Transient inward current underlying arrhythmogenic effects of cardiotonic steroids in Purkinje fibres.

Abstract

Voltage-clamp experiments were carried out in calf Purkinje fibers to determine the basis of transient depolarizations (TDs) associated with digitalis-induced arrhythmias. Under the influence of strophanthidin, depolarizing clamp pulses were followed by a transient inward current (TI) which was small or absent in untreated preparations. The TI also appeared in the wake of a train of action potentials.

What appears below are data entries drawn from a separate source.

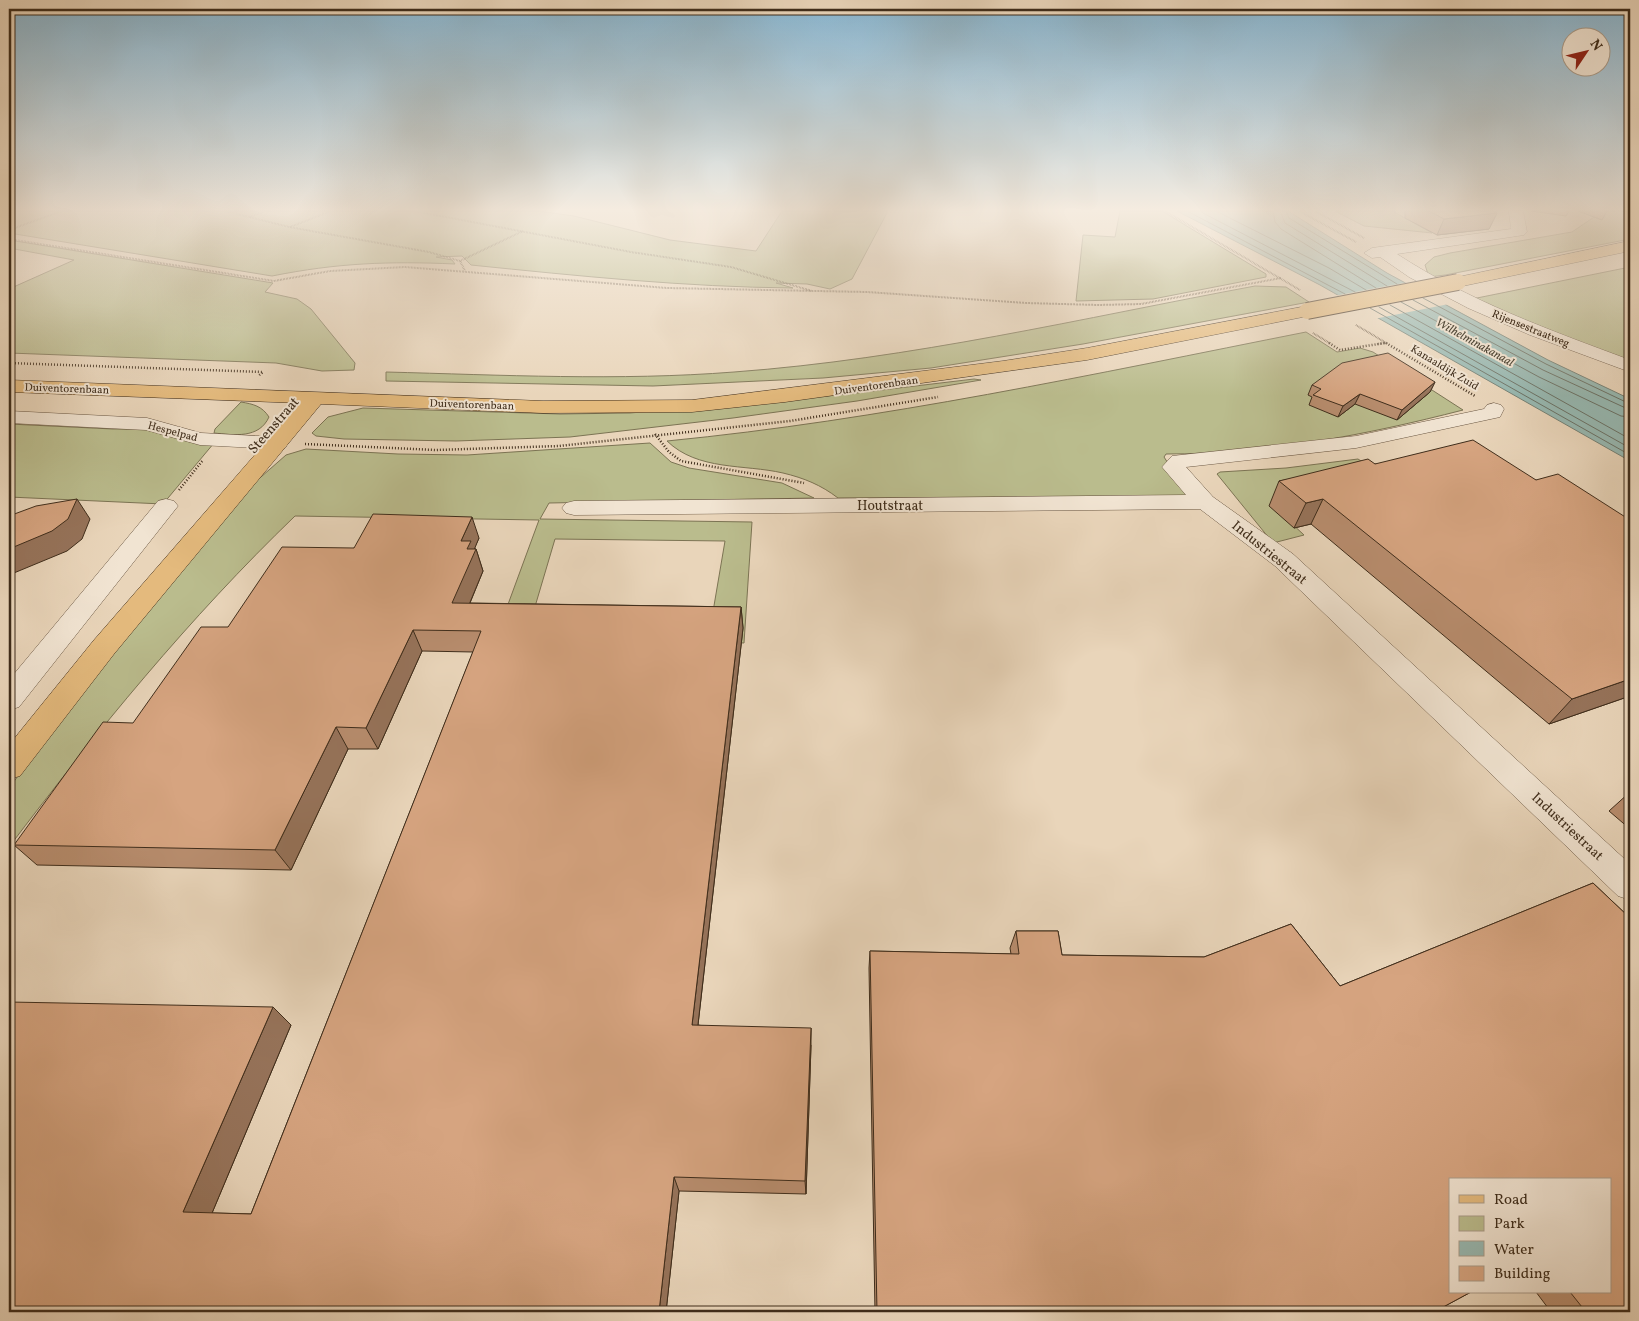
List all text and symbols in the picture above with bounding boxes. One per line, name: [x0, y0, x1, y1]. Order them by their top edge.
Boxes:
north arrow: [1562, 28, 1612, 78]
text: N: [1585, 36, 1606, 55]
street label: Rijensestraatweg: [1489, 307, 1572, 352]
water label: Wilhelminakanaal: [1433, 315, 1516, 371]
street label: Kanaaldijk Zuid: [1407, 342, 1481, 395]
street label: Duiventorenbaan: [833, 373, 920, 400]
street label: Duiventorenbaan: [24, 381, 110, 398]
street label: Steenstraat: [244, 393, 304, 458]
street label: Duiventorenbaan: [429, 397, 515, 414]
street label: Hespelpad: [146, 419, 199, 446]
street label: Houtstraat: [857, 497, 923, 516]
street label: Industriestraat: [1227, 517, 1311, 590]
street label: Industriestraat: [1527, 789, 1607, 866]
legend: [1449, 1178, 1612, 1294]
text: Road: [1494, 1190, 1528, 1211]
text: Park: [1494, 1214, 1525, 1235]
text: Water: [1494, 1240, 1534, 1261]
text: Building: [1494, 1264, 1551, 1285]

It was designated TI because its magnitude and timing were appropriate to account for the TD. Longitudinal voltage non-uniformity during the TI was determined with 2 voltage-recording micro-electrodes. Although the non-uniformity was not severe, the TI wave form was observed when the voltage difference signal was used to measure membrane current density. Over the diastolic range of potential, the strophanthidin-induced TI appeared superimposed upon the normal pace-maker mechanism, the decay of a K current, iK2. The TI could be dissociated from iK2, however, by means of its unusual kinetic properties. TIs could also be recorded at holding potentials positive to -55 mV, i.e., outside the range where iK2 deactivation occurs. The TI amplitude showed a slow and strongly sigmoid dependence on the duration of the preceding depolarizing pulse. Stronger depolarizations increased the TI amplitude and speeded its development. Cooling reduced the TI amplitude, while slowing and exaggerating the sigmoid time-dependence. Two clamp pulses in close succession gave additive effects in evoking a subsequent TI. This finding and the sigmoid time-dependence fit with previous observations that TDs are most prominent following a series of closely spaced action potentials. The TI can help generate spontaneous depolarizations in preparations showing the low voltage oscillations which often occur with advanced digitalis toxicity.